■ **COLLECTED MATERIAL**:
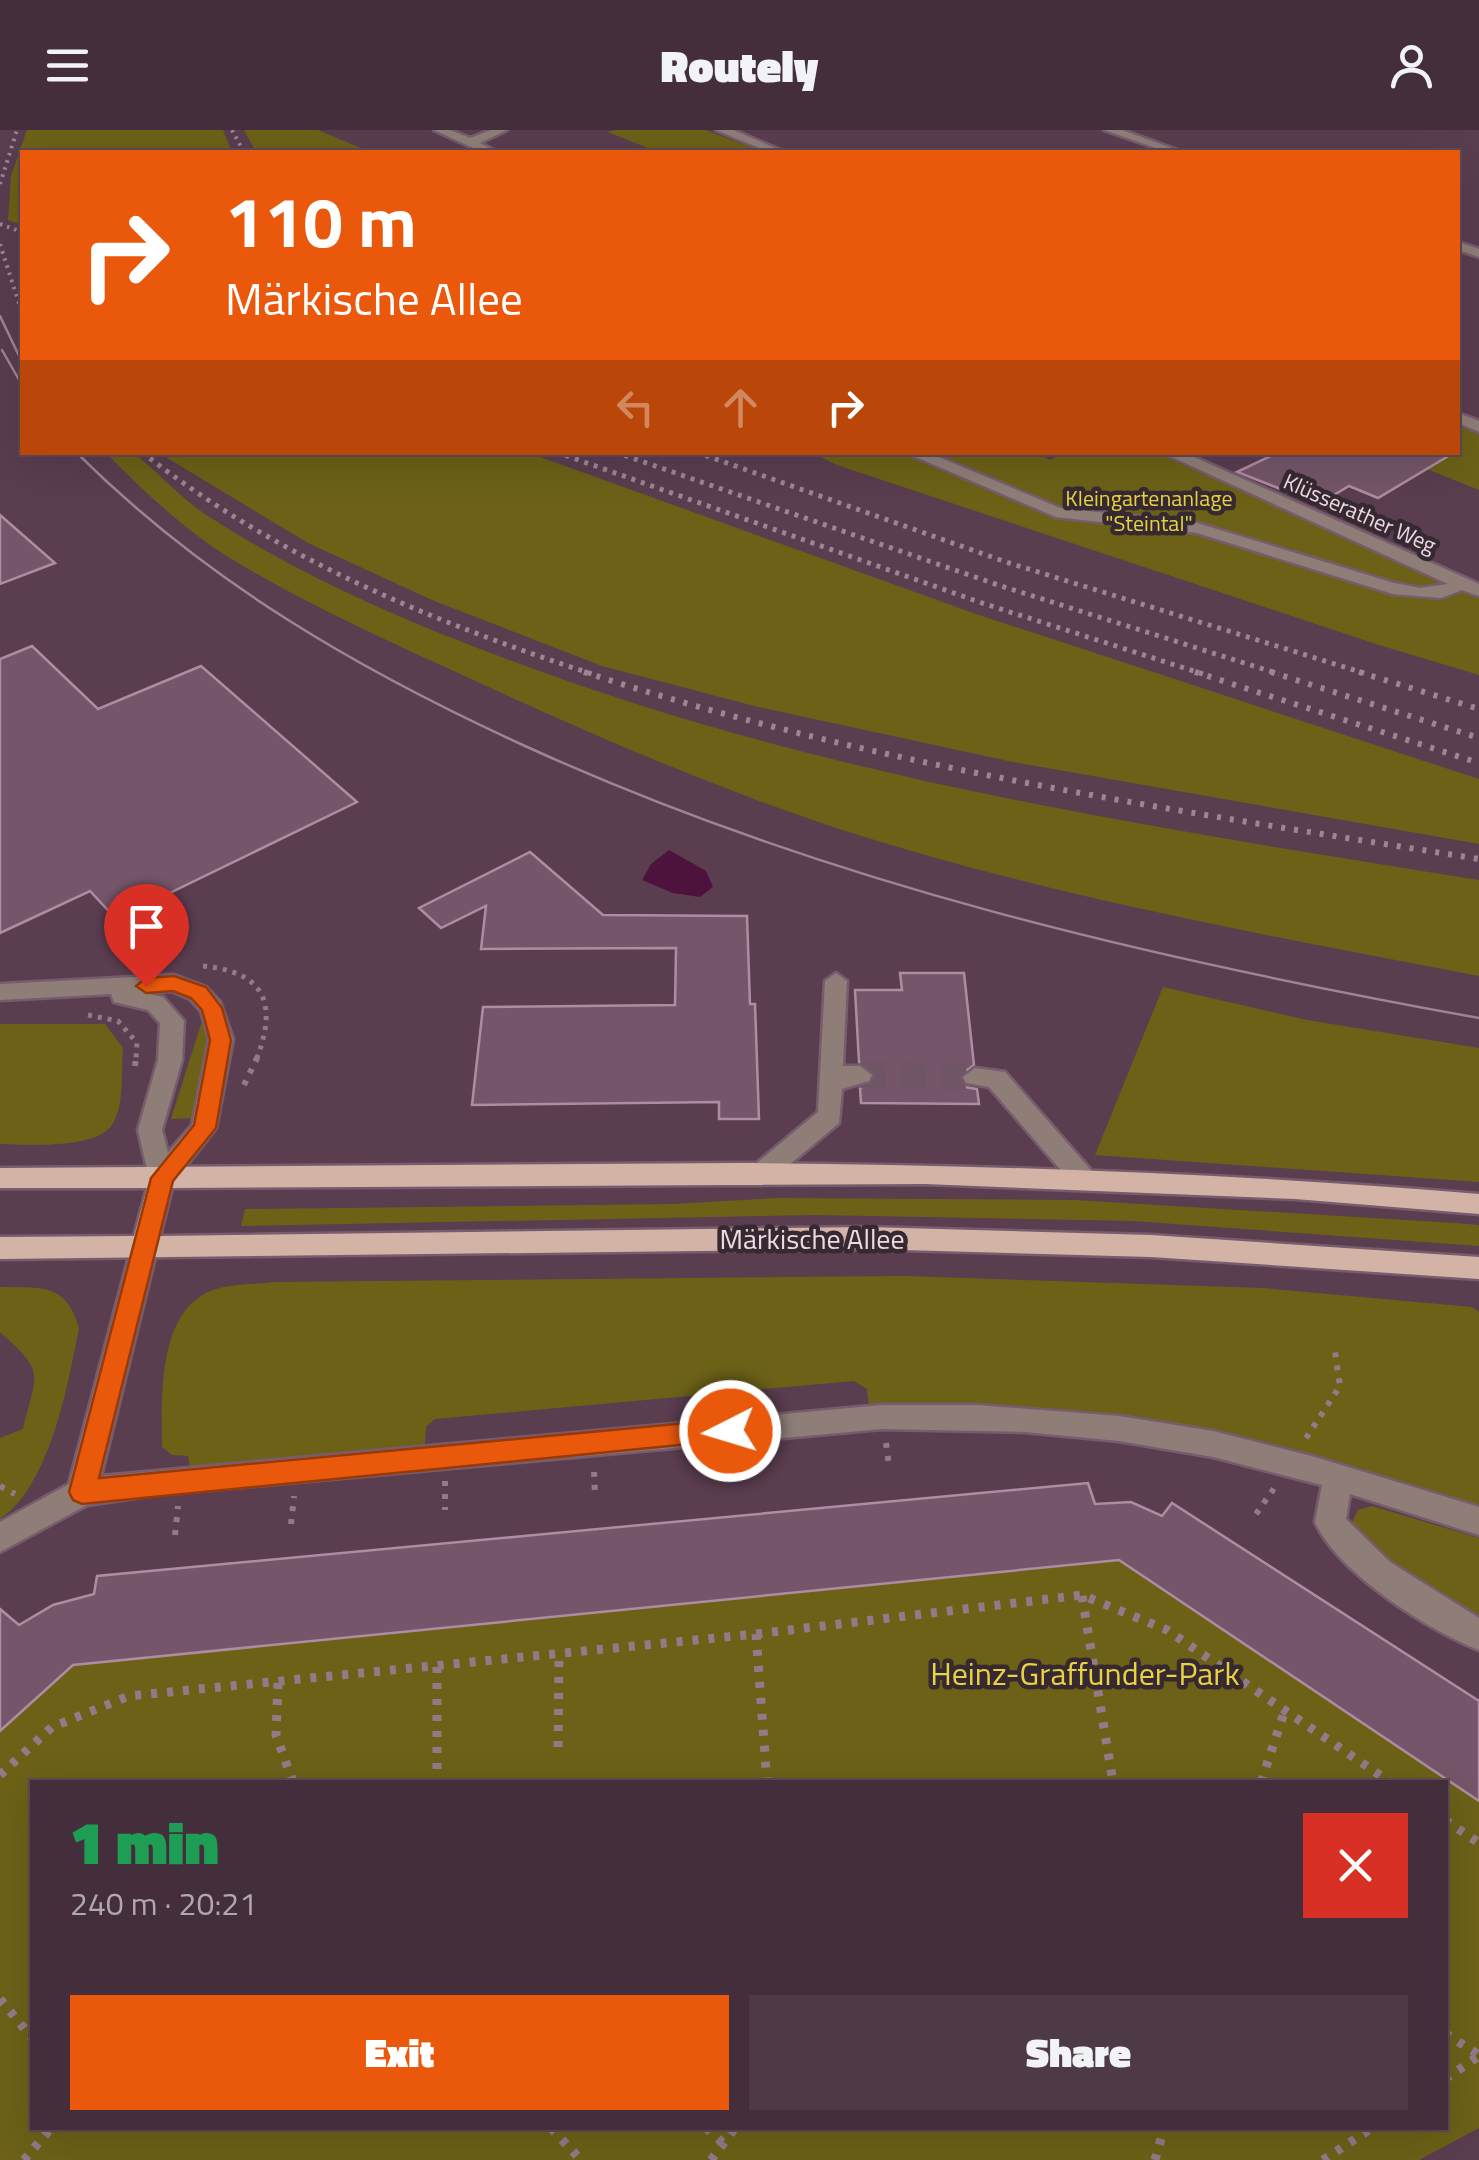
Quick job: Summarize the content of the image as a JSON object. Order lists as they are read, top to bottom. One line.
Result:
{"streets":{"main road":["Märkische Allee"],"street":["Klüsserather Weg"]},"parks":["Kleingartenanlage \"Steintal\"","Heinz-Graffunder-Park"],"page":{"header":"Routely","turn":["110 m","Märkische Allee"],"heading":["1 min","240 m · 20:21"],"buttons":["Exit","Share"]}}
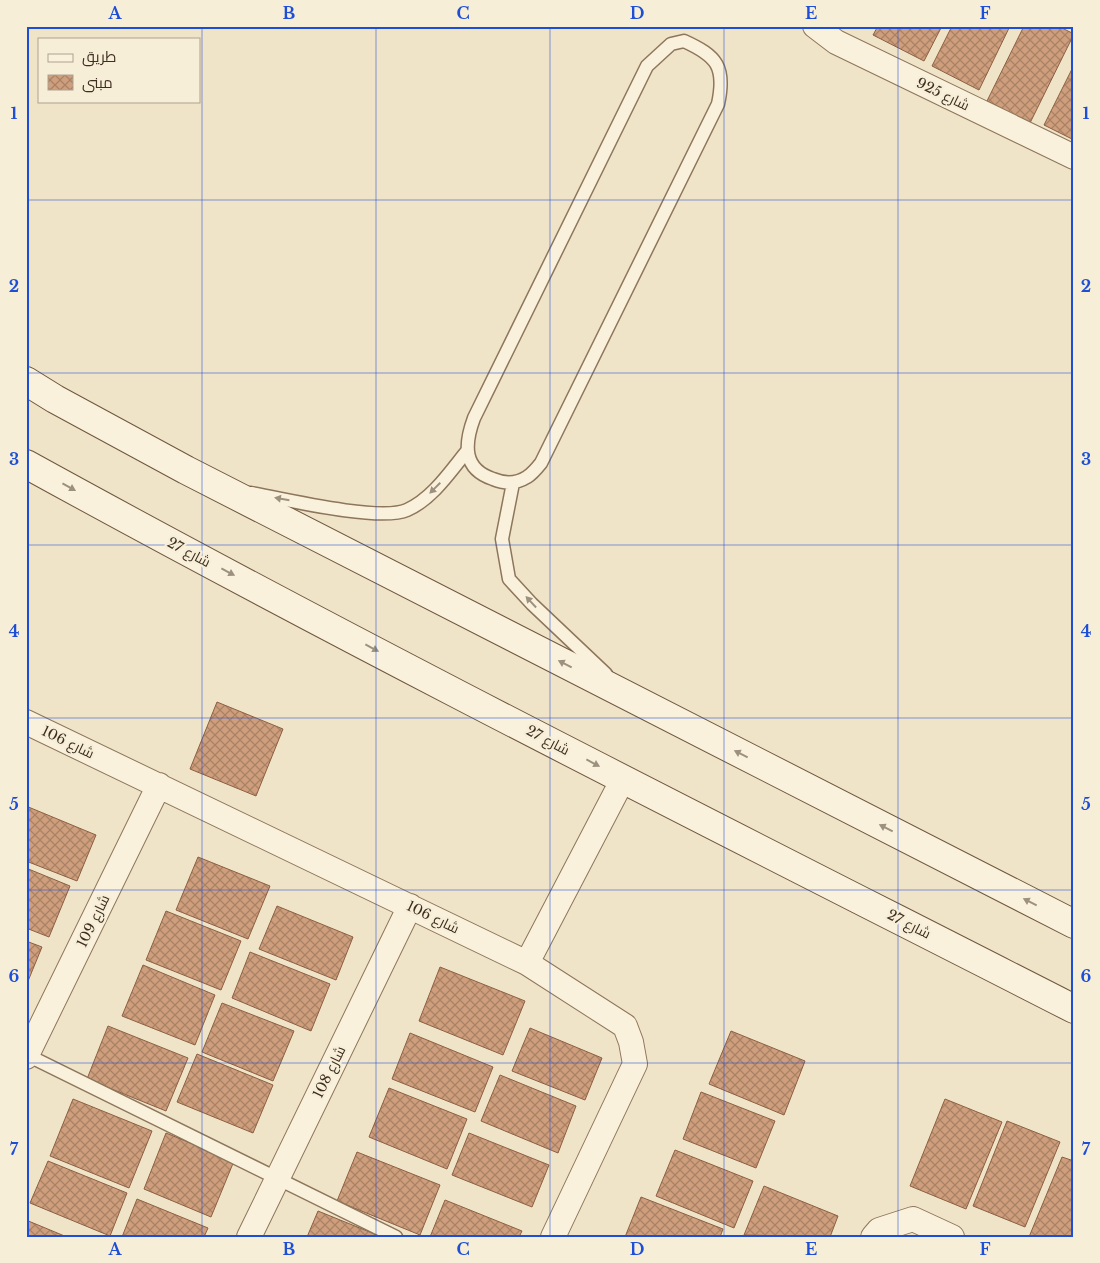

■ **WORK ORDER**:
The material is to be written out word for word, and the pictures are to be left out.

■ **EXERCISE OUTPUT**:
Quick job: Summarize the content of the image as a JSON object. Order lists as they are read, top to bottom. One line.
Result:
{"streets":{"main road":["Märkische Allee"],"street":["Klüsserather Weg"]},"parks":["Kleingartenanlage \"Steintal\"","Heinz-Graffunder-Park"],"page":{"header":"Routely","turn":["110 m","Märkische Allee"],"heading":["1 min","240 m · 20:21"],"buttons":["Exit","Share"]}}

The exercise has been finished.